Berlin ist Wegbereiterin dieser Entwicklung. Hier entstehen mit AEG und Siemens international führende Elektrokonzerne. Und hier entsteht eine Stadt, die dank Elektrifizierung selbst im Dunkeln leuchtet.
Doch Elektrifizierung ist eine schwierige Aufgabe; sie benötigt eine gewaltige Infrastruktur. Nicht nur Kraftwerke, die Strom erzeugen, sondern auch Abspannwerke, die die Spannung des Stroms reduzieren – ein technisch notwendiger Schritt, damit Endabnehmer in Industriebetrieben, öffentlichen Einrichtungen und privaten Haushalten Elektrizität nutzen können.
Spannung in Würfelform
Das Abspannwerk Bergmannstraße mit seiner charakteristischen Würfelform errichtet der Architekt Hans Heinrich Müller im Jahr 1929.

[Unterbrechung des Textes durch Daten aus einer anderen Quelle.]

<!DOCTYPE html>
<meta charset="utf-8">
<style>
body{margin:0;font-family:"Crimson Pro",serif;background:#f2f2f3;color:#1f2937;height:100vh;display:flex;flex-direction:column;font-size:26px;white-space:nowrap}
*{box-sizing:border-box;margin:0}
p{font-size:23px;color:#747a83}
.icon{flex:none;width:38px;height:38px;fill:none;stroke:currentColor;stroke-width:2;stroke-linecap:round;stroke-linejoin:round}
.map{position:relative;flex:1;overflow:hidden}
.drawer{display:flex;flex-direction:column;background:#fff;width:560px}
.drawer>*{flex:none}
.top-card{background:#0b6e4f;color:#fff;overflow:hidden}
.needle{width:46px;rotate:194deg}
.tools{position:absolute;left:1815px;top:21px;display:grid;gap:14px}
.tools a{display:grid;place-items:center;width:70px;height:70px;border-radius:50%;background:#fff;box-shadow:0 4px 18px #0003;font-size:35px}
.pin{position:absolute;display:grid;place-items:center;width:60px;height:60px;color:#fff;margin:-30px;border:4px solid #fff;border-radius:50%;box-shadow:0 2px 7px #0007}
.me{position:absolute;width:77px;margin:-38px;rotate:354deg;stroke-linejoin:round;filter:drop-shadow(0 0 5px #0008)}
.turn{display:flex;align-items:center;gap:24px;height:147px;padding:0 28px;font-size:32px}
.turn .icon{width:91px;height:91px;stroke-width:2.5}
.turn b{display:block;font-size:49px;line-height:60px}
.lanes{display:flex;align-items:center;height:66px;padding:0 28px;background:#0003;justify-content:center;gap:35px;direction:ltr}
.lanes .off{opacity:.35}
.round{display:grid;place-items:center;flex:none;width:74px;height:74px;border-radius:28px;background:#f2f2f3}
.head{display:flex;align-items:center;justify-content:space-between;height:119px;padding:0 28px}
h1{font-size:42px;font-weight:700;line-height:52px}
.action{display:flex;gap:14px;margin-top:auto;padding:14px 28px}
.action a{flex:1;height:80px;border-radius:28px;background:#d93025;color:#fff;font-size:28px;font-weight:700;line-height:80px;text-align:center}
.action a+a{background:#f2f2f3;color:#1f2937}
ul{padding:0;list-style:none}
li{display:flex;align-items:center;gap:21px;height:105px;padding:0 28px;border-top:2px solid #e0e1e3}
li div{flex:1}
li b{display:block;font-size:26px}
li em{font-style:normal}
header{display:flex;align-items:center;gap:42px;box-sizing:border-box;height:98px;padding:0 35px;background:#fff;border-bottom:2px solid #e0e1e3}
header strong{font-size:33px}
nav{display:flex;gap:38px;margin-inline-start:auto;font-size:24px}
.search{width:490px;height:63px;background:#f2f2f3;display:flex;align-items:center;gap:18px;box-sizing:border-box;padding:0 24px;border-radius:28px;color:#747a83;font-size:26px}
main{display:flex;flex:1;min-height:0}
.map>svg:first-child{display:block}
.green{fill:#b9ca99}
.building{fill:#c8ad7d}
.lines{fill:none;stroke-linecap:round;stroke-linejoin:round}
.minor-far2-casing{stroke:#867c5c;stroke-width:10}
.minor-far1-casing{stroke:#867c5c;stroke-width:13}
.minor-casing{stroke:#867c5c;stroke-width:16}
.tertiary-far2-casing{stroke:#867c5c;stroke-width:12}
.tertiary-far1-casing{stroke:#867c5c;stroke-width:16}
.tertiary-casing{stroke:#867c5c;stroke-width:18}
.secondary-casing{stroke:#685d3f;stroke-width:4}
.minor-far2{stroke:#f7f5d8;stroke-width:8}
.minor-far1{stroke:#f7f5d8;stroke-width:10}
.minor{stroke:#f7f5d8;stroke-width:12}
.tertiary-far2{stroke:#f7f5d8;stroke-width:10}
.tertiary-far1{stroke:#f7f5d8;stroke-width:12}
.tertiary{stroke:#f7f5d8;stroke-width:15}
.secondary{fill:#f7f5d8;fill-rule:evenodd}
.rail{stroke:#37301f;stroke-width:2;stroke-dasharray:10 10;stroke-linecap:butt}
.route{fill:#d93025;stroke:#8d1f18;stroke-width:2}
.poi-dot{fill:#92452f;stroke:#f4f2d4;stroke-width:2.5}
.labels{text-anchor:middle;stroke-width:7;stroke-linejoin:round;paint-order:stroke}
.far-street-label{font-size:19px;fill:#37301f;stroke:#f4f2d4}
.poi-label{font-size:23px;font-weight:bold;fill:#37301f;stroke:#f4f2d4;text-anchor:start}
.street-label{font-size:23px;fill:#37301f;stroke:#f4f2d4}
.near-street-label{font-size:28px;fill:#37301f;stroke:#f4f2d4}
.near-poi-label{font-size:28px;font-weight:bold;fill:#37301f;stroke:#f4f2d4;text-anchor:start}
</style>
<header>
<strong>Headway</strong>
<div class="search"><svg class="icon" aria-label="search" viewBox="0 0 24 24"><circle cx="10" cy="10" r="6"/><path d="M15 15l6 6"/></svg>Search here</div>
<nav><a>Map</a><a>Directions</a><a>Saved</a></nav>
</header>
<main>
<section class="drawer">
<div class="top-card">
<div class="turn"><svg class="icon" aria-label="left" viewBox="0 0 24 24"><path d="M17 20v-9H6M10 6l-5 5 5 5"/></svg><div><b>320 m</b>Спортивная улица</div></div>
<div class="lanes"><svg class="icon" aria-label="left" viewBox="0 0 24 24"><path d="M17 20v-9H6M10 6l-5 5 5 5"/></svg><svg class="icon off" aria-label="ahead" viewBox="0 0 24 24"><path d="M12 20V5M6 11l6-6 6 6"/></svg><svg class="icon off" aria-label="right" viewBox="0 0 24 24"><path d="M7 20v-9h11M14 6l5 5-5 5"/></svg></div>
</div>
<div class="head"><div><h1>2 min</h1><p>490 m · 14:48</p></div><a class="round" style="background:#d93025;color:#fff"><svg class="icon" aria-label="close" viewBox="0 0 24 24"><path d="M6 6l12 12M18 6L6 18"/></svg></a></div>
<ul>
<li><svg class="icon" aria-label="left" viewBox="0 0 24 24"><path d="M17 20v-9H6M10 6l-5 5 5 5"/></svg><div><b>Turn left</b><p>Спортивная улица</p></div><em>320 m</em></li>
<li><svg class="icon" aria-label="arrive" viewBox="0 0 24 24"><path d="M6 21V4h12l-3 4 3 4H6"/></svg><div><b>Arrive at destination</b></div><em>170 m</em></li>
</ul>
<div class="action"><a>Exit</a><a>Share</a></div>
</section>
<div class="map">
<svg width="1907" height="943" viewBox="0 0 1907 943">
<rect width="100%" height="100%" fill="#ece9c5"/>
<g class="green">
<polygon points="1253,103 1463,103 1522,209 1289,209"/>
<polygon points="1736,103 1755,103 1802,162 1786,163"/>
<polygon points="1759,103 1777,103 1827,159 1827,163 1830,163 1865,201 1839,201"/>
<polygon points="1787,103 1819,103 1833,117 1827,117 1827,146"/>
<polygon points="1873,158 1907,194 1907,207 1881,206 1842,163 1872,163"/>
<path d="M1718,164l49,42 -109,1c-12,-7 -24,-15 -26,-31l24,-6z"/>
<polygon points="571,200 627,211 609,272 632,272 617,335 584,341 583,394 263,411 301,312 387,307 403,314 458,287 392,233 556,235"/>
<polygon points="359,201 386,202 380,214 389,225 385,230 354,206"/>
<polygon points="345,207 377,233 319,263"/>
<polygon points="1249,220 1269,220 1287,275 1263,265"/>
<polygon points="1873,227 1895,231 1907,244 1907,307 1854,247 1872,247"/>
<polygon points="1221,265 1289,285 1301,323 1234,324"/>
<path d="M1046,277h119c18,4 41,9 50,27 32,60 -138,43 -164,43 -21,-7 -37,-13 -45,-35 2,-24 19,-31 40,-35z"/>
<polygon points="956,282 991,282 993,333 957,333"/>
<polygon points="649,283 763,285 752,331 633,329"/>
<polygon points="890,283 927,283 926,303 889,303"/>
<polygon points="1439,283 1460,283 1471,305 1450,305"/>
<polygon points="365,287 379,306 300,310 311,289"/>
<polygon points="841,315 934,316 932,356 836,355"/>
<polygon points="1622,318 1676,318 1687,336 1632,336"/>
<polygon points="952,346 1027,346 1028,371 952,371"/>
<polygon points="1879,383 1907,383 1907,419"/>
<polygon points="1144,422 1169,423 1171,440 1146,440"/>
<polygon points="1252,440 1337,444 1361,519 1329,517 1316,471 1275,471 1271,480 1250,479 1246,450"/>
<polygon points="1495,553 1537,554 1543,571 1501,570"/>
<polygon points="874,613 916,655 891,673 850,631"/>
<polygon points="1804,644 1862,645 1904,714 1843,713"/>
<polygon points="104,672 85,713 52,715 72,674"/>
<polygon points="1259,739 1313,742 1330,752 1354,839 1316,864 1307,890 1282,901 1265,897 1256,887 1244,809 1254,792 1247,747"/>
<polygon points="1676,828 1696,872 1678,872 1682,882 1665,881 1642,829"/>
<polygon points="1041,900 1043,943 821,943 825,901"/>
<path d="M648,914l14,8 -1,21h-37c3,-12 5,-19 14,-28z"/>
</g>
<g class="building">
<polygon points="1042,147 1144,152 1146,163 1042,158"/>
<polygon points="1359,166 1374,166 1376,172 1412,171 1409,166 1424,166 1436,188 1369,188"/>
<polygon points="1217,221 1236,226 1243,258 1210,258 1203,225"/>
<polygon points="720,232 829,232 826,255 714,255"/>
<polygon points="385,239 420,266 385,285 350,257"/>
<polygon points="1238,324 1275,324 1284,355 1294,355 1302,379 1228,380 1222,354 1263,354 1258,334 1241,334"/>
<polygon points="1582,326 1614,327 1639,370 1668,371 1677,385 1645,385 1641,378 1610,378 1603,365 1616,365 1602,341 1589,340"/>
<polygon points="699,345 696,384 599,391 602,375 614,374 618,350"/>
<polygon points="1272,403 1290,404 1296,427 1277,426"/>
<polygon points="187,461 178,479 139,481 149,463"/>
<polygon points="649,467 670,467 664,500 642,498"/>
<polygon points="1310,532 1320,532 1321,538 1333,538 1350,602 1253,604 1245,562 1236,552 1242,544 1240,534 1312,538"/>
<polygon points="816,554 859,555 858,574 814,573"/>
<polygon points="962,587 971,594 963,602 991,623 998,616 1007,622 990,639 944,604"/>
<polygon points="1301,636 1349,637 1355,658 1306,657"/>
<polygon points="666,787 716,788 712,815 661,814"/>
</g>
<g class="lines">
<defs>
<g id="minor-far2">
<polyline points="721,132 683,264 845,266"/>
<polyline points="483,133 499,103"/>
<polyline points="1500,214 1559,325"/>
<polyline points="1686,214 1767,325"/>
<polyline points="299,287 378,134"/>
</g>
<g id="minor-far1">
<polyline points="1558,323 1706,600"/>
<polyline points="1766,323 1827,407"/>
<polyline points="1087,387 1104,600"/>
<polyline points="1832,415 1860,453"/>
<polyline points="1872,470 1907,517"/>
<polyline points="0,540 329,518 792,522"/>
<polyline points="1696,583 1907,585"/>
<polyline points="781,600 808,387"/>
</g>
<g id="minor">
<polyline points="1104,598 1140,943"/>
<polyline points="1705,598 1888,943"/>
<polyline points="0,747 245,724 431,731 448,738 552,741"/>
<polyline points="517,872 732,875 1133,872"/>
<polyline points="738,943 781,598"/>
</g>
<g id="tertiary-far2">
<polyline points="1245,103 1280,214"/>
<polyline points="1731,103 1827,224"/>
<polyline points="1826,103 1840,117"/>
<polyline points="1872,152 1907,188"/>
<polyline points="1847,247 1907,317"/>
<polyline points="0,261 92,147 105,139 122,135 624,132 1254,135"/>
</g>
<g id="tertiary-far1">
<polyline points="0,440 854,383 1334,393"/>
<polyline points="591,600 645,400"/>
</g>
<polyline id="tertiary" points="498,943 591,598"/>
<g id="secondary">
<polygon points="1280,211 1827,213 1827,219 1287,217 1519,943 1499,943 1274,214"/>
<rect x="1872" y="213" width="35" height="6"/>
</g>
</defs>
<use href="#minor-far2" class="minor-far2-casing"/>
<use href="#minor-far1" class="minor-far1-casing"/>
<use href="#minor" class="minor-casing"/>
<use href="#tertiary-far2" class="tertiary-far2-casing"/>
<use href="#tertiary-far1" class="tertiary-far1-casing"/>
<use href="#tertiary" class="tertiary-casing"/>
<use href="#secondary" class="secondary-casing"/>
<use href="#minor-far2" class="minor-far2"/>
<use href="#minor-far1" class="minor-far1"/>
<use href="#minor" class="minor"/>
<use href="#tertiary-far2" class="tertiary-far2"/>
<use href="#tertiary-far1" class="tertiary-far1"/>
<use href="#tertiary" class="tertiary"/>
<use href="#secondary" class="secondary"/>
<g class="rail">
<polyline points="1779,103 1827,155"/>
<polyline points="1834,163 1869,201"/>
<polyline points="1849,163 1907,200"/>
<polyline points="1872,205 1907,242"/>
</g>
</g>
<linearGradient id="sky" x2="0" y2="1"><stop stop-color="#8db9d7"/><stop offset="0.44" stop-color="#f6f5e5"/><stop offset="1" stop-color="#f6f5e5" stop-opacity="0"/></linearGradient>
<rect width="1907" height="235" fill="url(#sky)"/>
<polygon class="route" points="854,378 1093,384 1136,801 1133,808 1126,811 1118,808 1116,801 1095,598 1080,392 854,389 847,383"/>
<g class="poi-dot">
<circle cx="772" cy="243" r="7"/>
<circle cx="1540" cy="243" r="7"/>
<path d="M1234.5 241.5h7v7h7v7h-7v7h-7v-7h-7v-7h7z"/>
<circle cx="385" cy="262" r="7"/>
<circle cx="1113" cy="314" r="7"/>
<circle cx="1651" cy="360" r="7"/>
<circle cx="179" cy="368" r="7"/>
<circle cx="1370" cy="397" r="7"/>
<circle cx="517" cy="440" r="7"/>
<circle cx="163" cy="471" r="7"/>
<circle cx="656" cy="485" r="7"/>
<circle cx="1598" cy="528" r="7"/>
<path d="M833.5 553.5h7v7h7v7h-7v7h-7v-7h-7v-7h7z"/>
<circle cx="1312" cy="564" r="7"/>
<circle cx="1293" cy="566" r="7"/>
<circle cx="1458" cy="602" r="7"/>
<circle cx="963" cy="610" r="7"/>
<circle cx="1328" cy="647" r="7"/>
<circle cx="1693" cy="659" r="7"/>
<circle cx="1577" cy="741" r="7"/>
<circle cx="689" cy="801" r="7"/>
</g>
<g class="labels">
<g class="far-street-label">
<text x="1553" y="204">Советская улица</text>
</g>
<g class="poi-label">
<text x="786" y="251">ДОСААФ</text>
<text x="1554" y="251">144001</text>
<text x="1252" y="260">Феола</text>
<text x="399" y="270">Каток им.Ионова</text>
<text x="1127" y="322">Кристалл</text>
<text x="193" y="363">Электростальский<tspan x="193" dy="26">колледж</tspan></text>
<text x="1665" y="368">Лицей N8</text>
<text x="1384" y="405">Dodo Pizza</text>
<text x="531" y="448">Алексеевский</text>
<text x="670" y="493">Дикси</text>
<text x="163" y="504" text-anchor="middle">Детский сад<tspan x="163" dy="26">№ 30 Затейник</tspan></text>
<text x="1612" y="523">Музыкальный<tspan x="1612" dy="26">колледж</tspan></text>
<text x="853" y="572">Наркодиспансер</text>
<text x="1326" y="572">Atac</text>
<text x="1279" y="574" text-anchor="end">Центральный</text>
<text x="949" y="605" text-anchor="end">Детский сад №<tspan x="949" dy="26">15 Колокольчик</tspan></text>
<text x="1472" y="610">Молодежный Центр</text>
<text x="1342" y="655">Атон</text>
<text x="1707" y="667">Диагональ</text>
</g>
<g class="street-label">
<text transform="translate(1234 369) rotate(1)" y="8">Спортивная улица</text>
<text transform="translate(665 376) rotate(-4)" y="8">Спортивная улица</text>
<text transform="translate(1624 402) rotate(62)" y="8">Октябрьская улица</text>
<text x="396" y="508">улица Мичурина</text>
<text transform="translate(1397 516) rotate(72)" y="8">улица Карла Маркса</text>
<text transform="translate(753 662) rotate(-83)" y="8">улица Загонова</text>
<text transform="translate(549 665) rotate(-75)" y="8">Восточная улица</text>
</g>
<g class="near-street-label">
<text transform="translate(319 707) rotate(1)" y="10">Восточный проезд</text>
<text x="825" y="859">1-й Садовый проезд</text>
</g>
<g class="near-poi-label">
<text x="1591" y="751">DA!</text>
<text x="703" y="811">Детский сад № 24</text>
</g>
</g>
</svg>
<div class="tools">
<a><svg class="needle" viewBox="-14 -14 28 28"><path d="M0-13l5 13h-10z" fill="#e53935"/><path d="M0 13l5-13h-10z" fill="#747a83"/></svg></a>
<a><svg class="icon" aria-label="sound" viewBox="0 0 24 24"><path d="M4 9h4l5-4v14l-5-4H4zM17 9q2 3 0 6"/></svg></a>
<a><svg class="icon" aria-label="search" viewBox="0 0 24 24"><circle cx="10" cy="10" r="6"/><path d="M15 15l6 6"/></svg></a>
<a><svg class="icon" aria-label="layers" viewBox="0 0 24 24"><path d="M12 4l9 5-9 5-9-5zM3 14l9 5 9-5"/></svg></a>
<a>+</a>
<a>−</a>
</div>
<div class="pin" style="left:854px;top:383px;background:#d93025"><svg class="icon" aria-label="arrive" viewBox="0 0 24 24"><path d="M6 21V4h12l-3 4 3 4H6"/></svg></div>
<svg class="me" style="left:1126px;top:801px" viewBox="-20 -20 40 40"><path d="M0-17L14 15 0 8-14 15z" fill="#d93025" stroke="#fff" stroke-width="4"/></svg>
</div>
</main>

Müller, der Hausarchitekt der neugegründeten BEWAG (Berliner Städtische Elektrizitätswerke Aktiengesellschaft), entwirft während der 1920er-Jahre insgesamt 40 Abspannwerke, die das Rückgrat der Berliner Stromversorgung bilden. Müller will nicht nur reine Funktionsbauten errichten, er hat auch einen architektonischen Anspruch.
Seine moderne Handschrift ist am Abspannwerk in der Bergmannstraße augenfällig: ein Stahlskelettbau, den Müller mit roten Backsteinen verkleidet. Unverkennbar lässt sich der Architekt von der norddeutschen Backsteingotik inspirieren.
Müller variiert seine Entwürfe, um jeder Anlage ein individuelles Aussehen zu verleihen. Das technische Werk in der Bergmannstraße zeichnet sich durch sachliche Schlichtheit aus. Während das ehemalige Abspannwerk Kottbusser Ufer als „Kathedrale der Elektrizität“ bekannt wird, verzichtet Müller an der Bergmannstraße auf sakrale Anspielungen. Auch expressionistische Elemente, wie er sie am Kottbusser Ufer einsetzt, fehlen vollständig.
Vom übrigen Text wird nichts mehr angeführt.